Using games to work with youth
The primary tool is the videogame Minetest (now called Luanti), used as a collaborative 3D modeling environment. Each participating school works on a specific project area (e.g. a schoolyard or neighborhood), relying on official cartographic data from France's National Geographic Institute.
Before building in the game, students engage in documentation, field research, and ideation work. They alternate between real-world urban walks (observations, interviews, mapping) and virtual modeling sessions. The goal is to stimulate creativity, group work, and spatial thinking - with the game serving as a pedagogical tool, not an end in itself.
Projects are later presented to a panel of teachers and urban planning professionals. In many cases, architects act as intermediaries with local authorities, turning these models into urban consultation tools for and by young people.
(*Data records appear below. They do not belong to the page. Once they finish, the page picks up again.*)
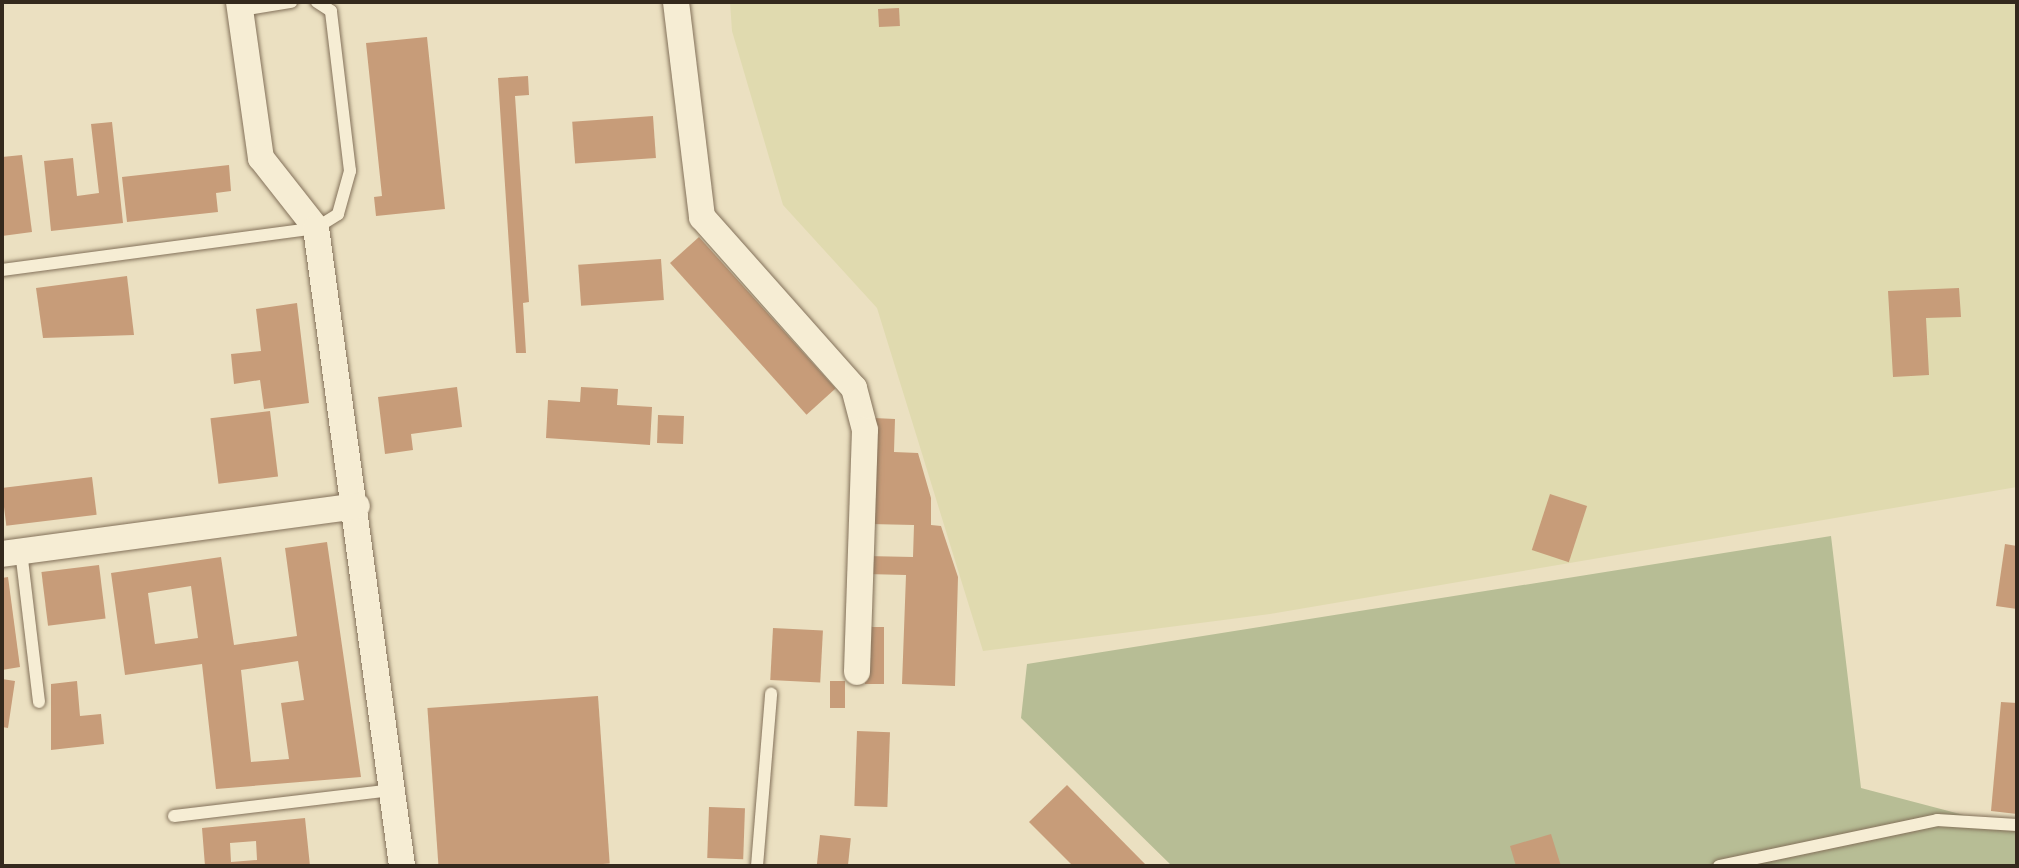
<!DOCTYPE html>
<html>
<head>
<meta charset="utf-8">
<style>
  body { margin:0 }
  #map { position:relative; width:2019px; height:868px; overflow:hidden; background:#ebe0c1; font-family:"Crimson Pro",serif }
  div>[style] { position:absolute }
  .farmland>* { inset:0; background:#e0daaf }
  .cemetery>* { inset:0; background:#b7bd95 }
  .building>* { inset:0; background:#c79c79; transform-origin:0 0 }
  .roads { filter:drop-shadow(0 0 2px #83715a) drop-shadow(0 0 2px #83715a) }
  .service>* { height:12px; margin:-6px; padding:0 6px; transform-origin:6px; border-radius:6px; background:#f6edd4 }
  .minor>* { height:26px; margin:-13px; padding:0 13px; transform-origin:13px; border-radius:13px; background:#f6edd4 }
  span { translate:-50% -50%; white-space:nowrap; text-align:center; line-height:1.15; -webkit-text-stroke:6px #f3ead0; paint-order:stroke }
  .frame { position:absolute; inset:0; border:4px solid #34291d; pointer-events:none }
</style>
</head>
<body>
<div id="map">
  <div class="farmland">
    <i style="clip-path:polygon(730px 2px,2017px 2px,2017px 487px,1270px 614px,983px 651px,877px 308px,783px 205px,732px 31px)"></i>
  </div>
  <div class="cemetery">
    <i style="clip-path:polygon(1831px 536px,1861px 788px,2017px 829px,2017px 866px,1172px 866px,1021px 718px,1027px 664px)"></i>
  </div>
  <div class="building">
    <i style="left:899px;top:8px;width:18px;height:21px;rotate:87deg"></i>
    <i style="clip-path:polygon(427px 37px,445px 209px,376px 216px,374px 197px,382px 196px,366px 43px)"></i>
    <i style="clip-path:polygon(528px 76px,529px 95px,515px 96px,529px 302px,523px 303px,526px 353px,516px 353px,498px 78px)"></i>
    <i style="left:653px;top:116px;width:42px;height:81px;rotate:86deg"></i>
    <i style="clip-path:polygon(112px 122px,123px 223px,51px 231px,44px 161px,73px 158px,77px 196px,99px 193px,91px 124px)"></i>
    <i style="clip-path:polygon(22px 155px,32px 232px,2px 236px,2px 157px)"></i>
    <i style="clip-path:polygon(229px 165px,231px 191px,216px 193px,218px 212px,127px 222px,122px 177px)"></i>
    <i style="left:699px;top:237px;width:204px;height:39px;rotate:48deg"></i>
    <i style="left:661px;top:259px;width:41px;height:83px;rotate:86deg"></i>
    <i style="clip-path:polygon(127px 276px,134px 335px,43px 338px,36px 288px)"></i>
    <i style="clip-path:polygon(1959px 288px,1961px 317px,1926px 318px,1929px 375px,1893px 377px,1888px 291px)"></i>
    <i style="clip-path:polygon(297px 303px,309px 403px,264px 409px,260px 380px,234px 384px,231px 354px,261px 351px,256px 309px)"></i>
    <i style="clip-path:polygon(457px 387px,462px 427px,411px 434px,413px 450px,385px 454px,378px 397px)"></i>
    <i style="clip-path:polygon(581px 387px,618px 389px,617px 405px,652px 407px,650px 445px,546px 438px,548px 400px,580px 402px)"></i>
    <i style="left:270px;top:411px;width:66px;height:60px;rotate:83deg"></i>
    <i style="left:658px;top:415px;width:26px;height:28px;rotate:2deg"></i>
    <i style="clip-path:polygon(874px 418px,895px 419px,894px 452px,918px 453px,931px 498px,931px 525px,941px 526px,958px 577px,955px 686px,902px 684px,906px 575px,866px 574px,866px 556px,913px 557px,914px 525px,870px 524px)"></i>
    <i style="left:92px;top:477px;width:38px;height:91px;rotate:83deg"></i>
    <i style="left:1550px;top:494px;width:39px;height:59px;rotate:18deg"></i>
    <i style="clip-path:polygon(evenodd,327px 542px,361px 777px,216px 789px,202px 664px,125px 675px,111px 573px,221px 557px,234px 645px,297px 636px,285px 548px,327px 542px,191px 586px,198px 638px,155px 644px,148px 593px,191px 586px,327px 542px,298px 661px,304px 700px,281px 703px,289px 759px,251px 762px,241px 670px,298px 661px)"></i>
    <i style="clip-path:polygon(2005px 544px,2017px 546px,2017px 609px,1996px 606px)"></i>
    <i style="left:99px;top:565px;width:54px;height:58px;rotate:83deg"></i>
    <i style="clip-path:polygon(8px 577px,20px 667px,2px 670px,2px 578px)"></i>
    <i style="left:865px;top:627px;width:19px;height:57px"></i>
    <i style="left:773px;top:628px;width:50px;height:52px;rotate:3deg"></i>
    <i style="clip-path:polygon(2px 679px,15px 681px,8px 728px,2px 727px)"></i>
    <i style="clip-path:polygon(77px 681px,80px 716px,101px 714px,104px 744px,51px 750px,51px 684px)"></i>
    <i style="left:830px;top:681px;width:15px;height:27px"></i>
    <i style="left:598px;top:696px;width:168px;height:171px;rotate:86deg"></i>
    <i style="clip-path:polygon(2001px 702px,2017px 703px,2017px 814px,1991px 811px)"></i>
    <i style="left:857px;top:731px;width:33px;height:75px;rotate:2deg"></i>
    <i style="clip-path:polygon(1067px 785px,1147px 866px,1073px 866px,1029px 822px)"></i>
    <i style="left:709px;top:807px;width:36px;height:51px;rotate:2deg"></i>
    <i style="clip-path:polygon(evenodd,305px 818px,310px 866px,205px 866px,202px 828px,305px 818px,256px 841px,257px 860px,231px 862px,230px 843px,256px 841px)"></i>
    <i style="clip-path:polygon(1551px 834px,1561px 866px,1516px 866px,1510px 846px)"></i>
    <i style="left:820px;top:835px;width:31px;height:31px;rotate:6deg"></i>
  </div>
  <div class="roads">
    <div class="service">
      <i style="left:241px;top:10px;width:51px;rotate:-9.1deg"></i>
      <i style="left:2px;top:270px;width:317px;rotate:-7.6deg"></i>
      <i style="left:316px;top:228px;width:26px;rotate:-32deg"></i>
      <i style="left:338px;top:214px;width:45px;rotate:-74.4deg"></i>
      <i style="left:350px;top:171px;width:161px;rotate:-96.8deg"></i>
      <i style="left:331px;top:11px;width:17px;rotate:-147deg"></i>
      <i style="left:21px;top:551px;width:152px;rotate:83.2deg"></i>
      <i style="left:174px;top:816px;width:219px;rotate:-6.8deg"></i>
      <i style="left:757px;top:866px;width:173px;rotate:-85.3deg"></i>
      <i style="left:1719px;top:866px;width:223px;rotate:-11.9deg"></i>
      <i style="left:1937px;top:820px;width:80px;rotate:3.6deg"></i>
    </div>
    <div class="minor">
      <i style="left:239px;top:2px;width:158px;rotate:82deg"></i>
      <i style="left:261px;top:158px;width:89px;rotate:51.8deg"></i>
      <i style="left:316px;top:228px;width:644px;rotate:82.32deg"></i>
      <i style="left:676px;top:2px;width:217px;rotate:83.1deg"></i>
      <i style="left:702px;top:217px;width:229px;rotate:48.4deg"></i>
      <i style="left:854px;top:388px;width:43px;rotate:75.3deg"></i>
      <i style="left:865px;top:430px;width:242px;rotate:91.9deg"></i>
      <i style="left:2px;top:554px;width:358px;rotate:-7.7deg"></i>
    </div>
  </div>
  <div class="frame"></div>
</div>
</body>
</html>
Furthermore, some of these perspectives are integrated in the remodelling of the backyard of the school itself.
Back and forth between field and research
Several engagement models have been tested:
- Project classes: long-term involvement across multiple years (grades 6–9)
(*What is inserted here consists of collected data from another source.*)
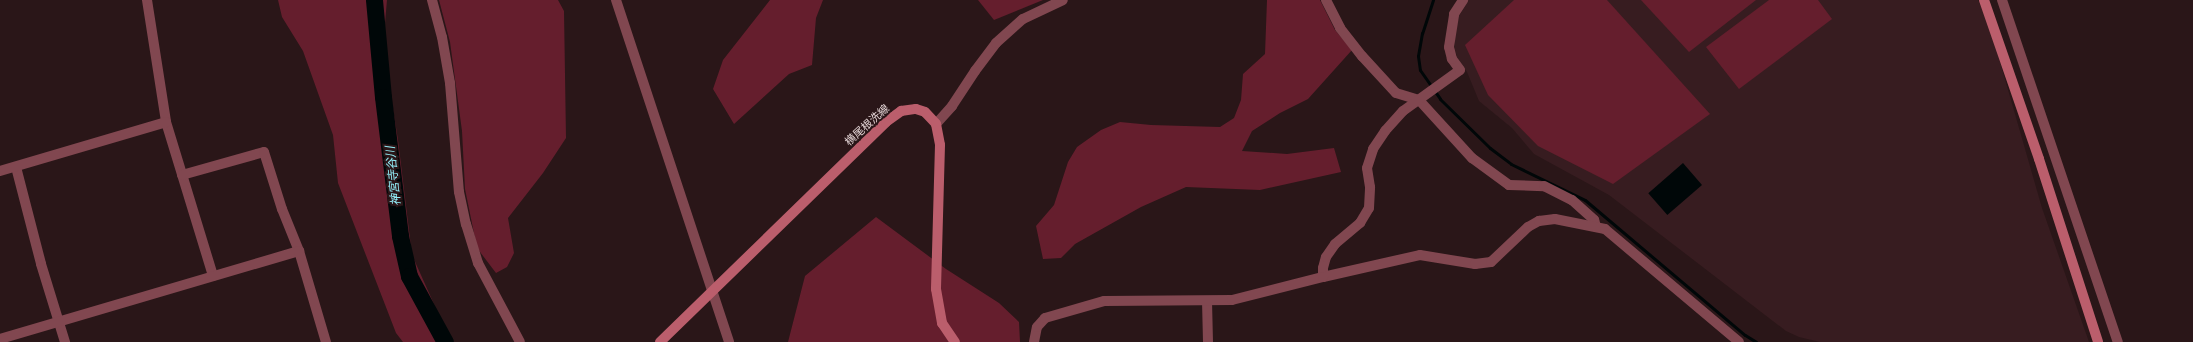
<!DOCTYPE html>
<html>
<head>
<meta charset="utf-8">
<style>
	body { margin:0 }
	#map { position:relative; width:2193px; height:342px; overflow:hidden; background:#2a1618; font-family:Manrope,"Noto Sans JP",sans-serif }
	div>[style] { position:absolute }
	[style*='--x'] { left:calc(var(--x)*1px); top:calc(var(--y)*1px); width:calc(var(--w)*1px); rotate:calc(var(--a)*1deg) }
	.built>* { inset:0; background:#371c20 }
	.green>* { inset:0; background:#651e2d }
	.water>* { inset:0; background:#000708; transform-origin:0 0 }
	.stream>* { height:3px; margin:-1.5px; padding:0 1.5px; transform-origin:1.5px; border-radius:1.5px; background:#000708 }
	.river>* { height:17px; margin:-8.5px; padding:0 8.5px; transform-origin:8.5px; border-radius:8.5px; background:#000708 }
	.street>* { height:10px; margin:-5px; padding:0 5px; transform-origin:5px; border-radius:5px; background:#814750 }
	.secondary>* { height:10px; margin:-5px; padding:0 5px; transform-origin:5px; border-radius:5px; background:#bb5e6c }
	span { translate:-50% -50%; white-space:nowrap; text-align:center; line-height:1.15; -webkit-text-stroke:4px #2a1618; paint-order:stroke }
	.street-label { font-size:11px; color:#e5d6d7 }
	.water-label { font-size:12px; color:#92edf7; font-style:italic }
</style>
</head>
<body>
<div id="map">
	<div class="built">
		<i style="clip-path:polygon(1469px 0,1978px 0,1990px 27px,2042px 208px,2089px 342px,1820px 342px,1799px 337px,1786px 331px,1609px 195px,1534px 154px,1512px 128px,1479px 101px,1467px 72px,1458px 60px,1455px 50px,1455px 32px,1459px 16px)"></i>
	</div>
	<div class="green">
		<i style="clip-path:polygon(278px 0,387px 0,383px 46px,398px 140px,412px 255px,451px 342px,403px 342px,396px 333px,338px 183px,333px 135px,303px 51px,282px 17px)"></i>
		<i style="clip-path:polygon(439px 0,558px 0,564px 11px,566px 138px,543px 173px,508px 218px,514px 253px,507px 267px,496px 273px,477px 248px,465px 189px,462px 131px,450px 42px)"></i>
		<i style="clip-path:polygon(770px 0,823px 0,816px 18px,812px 65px,789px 74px,734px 124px,713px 89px,723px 60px)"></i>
		<i style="clip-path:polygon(978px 0,1043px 0,994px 20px)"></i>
		<i style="clip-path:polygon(1267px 0,1320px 0,1335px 30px,1352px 50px,1308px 99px,1280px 113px,1252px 131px,1242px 151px,1287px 154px,1334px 148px,1341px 172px,1260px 190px,1186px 187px,1141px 207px,1075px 244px,1061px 258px,1043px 259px,1036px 226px,1054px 205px,1068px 162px,1077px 147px,1101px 130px,1120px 122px,1151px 125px,1220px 127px,1234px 118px,1241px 100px,1243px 74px,1265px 54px)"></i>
		<i style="clip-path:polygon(1514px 0,1607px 0,1710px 114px,1613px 184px,1538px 146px,1488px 95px,1465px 45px)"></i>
		<i style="clip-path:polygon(1641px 0,1756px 0,1689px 52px)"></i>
		<i style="clip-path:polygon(1769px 0,1818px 0,1832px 19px,1739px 89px,1706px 47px)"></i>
		<i style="clip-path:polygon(876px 217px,946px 269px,999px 303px,1019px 322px,1020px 342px,788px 342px,805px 276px)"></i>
	</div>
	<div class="water">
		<i style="left:1683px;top:163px;width:29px;height:46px;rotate:49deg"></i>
	</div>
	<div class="stream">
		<i style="--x:1433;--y:0;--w:35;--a:108"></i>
		<i style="--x:1422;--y:33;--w:23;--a:100"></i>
		<i style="--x:1418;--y:56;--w:14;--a:82"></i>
		<i style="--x:1420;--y:70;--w:35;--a:55"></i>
		<i style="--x:1440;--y:99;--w:70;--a:44.4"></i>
		<i style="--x:1490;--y:148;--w:26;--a:37"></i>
		<i style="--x:1511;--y:164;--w:82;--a:25.9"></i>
		<i style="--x:1585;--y:200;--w:209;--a:40.2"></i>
		<i style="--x:1745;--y:335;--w:13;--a:32"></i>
	</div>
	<div class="river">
		<i style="--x:374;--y:0;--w:97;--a:84.7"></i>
		<i style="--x:383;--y:97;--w:140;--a:83"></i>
		<i style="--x:400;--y:236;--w:41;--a:77.3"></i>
		<i style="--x:409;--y:276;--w:75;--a:61.4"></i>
	</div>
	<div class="street">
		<i style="--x:147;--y:0;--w:123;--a:81.1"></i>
		<i style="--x:166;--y:122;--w:161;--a:73"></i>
		<i style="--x:432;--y:0;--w:38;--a:75"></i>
		<i style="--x:442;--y:37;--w:47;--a:80.1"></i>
		<i style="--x:450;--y:83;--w:109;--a:85.3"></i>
		<i style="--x:459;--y:192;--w:33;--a:78"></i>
		<i style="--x:466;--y:224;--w:41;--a:72.9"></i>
		<i style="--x:478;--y:263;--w:89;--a:62"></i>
		<i style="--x:616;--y:0;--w:360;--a:71.7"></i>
		<i style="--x:1326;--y:0;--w:31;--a:63"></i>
		<i style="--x:1340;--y:28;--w:36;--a:52"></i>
		<i style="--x:1362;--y:56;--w:50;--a:47.4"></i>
		<i style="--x:1396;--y:93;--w:24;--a:17"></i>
		<i style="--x:1419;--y:100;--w:79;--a:47.6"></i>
		<i style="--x:1472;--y:158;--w:46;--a:36.1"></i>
		<i style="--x:1509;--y:185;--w:35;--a:2"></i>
		<i style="--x:1544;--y:186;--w:31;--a:27"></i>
		<i style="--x:1572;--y:200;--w:30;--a:42"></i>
		<i style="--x:1594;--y:220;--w:6;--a:72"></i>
		<i style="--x:2002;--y:0;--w:361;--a:71.3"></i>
		<i style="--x:936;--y:124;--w:24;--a:-48"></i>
		<i style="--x:952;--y:106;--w:42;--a:-56.7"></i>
		<i style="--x:975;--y:71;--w:35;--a:-53"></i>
		<i style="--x:996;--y:43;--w:36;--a:-42"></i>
		<i style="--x:1023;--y:19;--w:44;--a:-25.4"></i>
		<i style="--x:16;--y:167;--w:100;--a:75.5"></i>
		<i style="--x:41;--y:264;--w:82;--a:72.9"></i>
		<i style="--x:0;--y:171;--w:173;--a:-16.4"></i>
		<i style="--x:182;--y:175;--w:85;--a:-15.7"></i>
		<i style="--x:264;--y:152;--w:60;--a:72.5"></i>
		<i style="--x:282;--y:209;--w:45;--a:68"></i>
		<i style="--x:1323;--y:277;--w:99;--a:-12.8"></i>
		<i style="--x:1420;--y:255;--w:56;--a:9.3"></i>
		<i style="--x:1475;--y:264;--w:16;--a:-7"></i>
		<i style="--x:1491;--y:262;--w:51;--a:-43.4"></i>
		<i style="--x:1528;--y:227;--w:13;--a:-29"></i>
		<i style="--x:1539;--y:221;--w:16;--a:-7"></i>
		<i style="--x:1555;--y:219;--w:51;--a:11.3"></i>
		<i style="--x:1605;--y:229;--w:175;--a:40.1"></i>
		<i style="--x:1207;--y:301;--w:41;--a:88.6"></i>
		<i style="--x:0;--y:339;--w:312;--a:-16.4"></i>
		<i style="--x:299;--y:251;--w:95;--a:73.5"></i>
		<i style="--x:1034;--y:342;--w:15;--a:-79"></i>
		<i style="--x:1037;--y:327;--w:12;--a:-48"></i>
		<i style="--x:1045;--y:318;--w:61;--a:-16.1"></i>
		<i style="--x:1104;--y:301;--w:128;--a:-0.4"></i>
		<i style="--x:1232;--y:300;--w:94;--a:-14.2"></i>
		<i style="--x:1323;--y:277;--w:9;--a:-90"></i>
		<i style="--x:1323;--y:268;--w:11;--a:-75"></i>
		<i style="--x:1326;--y:257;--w:16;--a:-55"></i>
		<i style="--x:1335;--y:244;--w:33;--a:-40"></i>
		<i style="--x:1360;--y:223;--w:17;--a:-59"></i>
		<i style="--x:1369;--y:208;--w:21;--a:-87"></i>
		<i style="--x:1370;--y:187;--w:19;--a:-99"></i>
		<i style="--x:1367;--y:168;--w:20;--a:-72"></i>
		<i style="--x:1373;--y:149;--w:22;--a:-56"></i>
		<i style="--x:1385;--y:131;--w:27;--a:-48"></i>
		<i style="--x:1403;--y:111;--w:70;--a:-35.7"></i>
		<i style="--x:1460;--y:70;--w:14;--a:-126"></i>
		<i style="--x:1452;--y:59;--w:12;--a:-104"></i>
		<i style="--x:1449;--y:47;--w:33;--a:-81"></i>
		<i style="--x:1454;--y:14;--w:17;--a:-57"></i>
	</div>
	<div class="secondary">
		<i style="--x:1984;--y:0;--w:168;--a:70.9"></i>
		<i style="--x:2039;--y:159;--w:192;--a:72.1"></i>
		<i style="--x:660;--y:342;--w:315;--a:-44.2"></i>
		<i style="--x:886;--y:122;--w:19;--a:-36"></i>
		<i style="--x:901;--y:111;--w:15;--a:-8"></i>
		<i style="--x:916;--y:109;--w:9;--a:18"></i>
		<i style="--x:925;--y:112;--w:16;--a:47"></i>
		<i style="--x:936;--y:124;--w:21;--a:79"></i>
		<i style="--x:940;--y:145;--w:144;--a:91.6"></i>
		<i style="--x:936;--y:289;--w:35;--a:80"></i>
		<i style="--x:942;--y:323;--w:23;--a:56"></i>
	</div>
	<div class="street-label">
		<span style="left:867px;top:125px;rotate:-42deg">横尾根洗線</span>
	</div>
	<div class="water-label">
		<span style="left:393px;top:176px;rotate:-96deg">神宮寺谷川</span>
	</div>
</div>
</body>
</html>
- Three-day workshops: short-term intensives with specific groups
- After-school clubs
- Territory ↔ Virtual game feedback loops: alternating between field investigations and game-based modeling
Training for educators
To support implementation, participating teachers attend three annual training days, structured around:
- Theoretical sessions on the anthropological, political, and economic dimensions of urban transformation;
- Hands-on training on Minetest and its extensions;
- Curriculum planning sessions to design and adapt classroom activities;
Early Results
Since 2020, 8 middle schools and 2 high schools in Seine-Saint-Denis have taken part in the project, producing around 20 design proposals over two years. A new website is currently in development.
Future Perspectives
- Develop a national open-source platform for educational use of Minetest and urban modeling resources
- Offer a new model of youth-led urban consultation
- Promote a contributive research model where professionals, students, and residents collaborate on equal footing
- Support the emergence of new professions at the intersection of digital, architecture, and urban transformation
How climate is present in modelisations
As students explored how to redesign their everyday environments, many of their proposals reflected a strong concern for ecological resilience and social well-being, revealing a new generation's imagination of a livable urban future. Especially students who went to school in very urban areas, sometimes close to highways and polluted air.
Examples of common elements from these workshops included:
- Greening of schoolyards and neighborhoods: Many students proposed transforming paved, heat-absorbing courtyards into tree-filled, shaded, and biodiverse play areas, as a direct response to the urban heat island effect and climate change. Vegetation was often combined with spaces for learning, rest, and creativity, such as edible gardens, insect hotels, and shaded - with the help of very big trees- outdoor classrooms.
- Reclaiming public space for play and community: Teams imagined multifunctional spaces where sports, play, learning, and socializing could coexist, fostering a stronger sense of community and ownership. These spaces were seen not just as recreational areas.
- Renewables and reuse: Some teams included reuse of materials, integration of solar panels, and even systems for rainwater harvesting in their virtual models, showing an intuitive grasp of sustainable urban systems.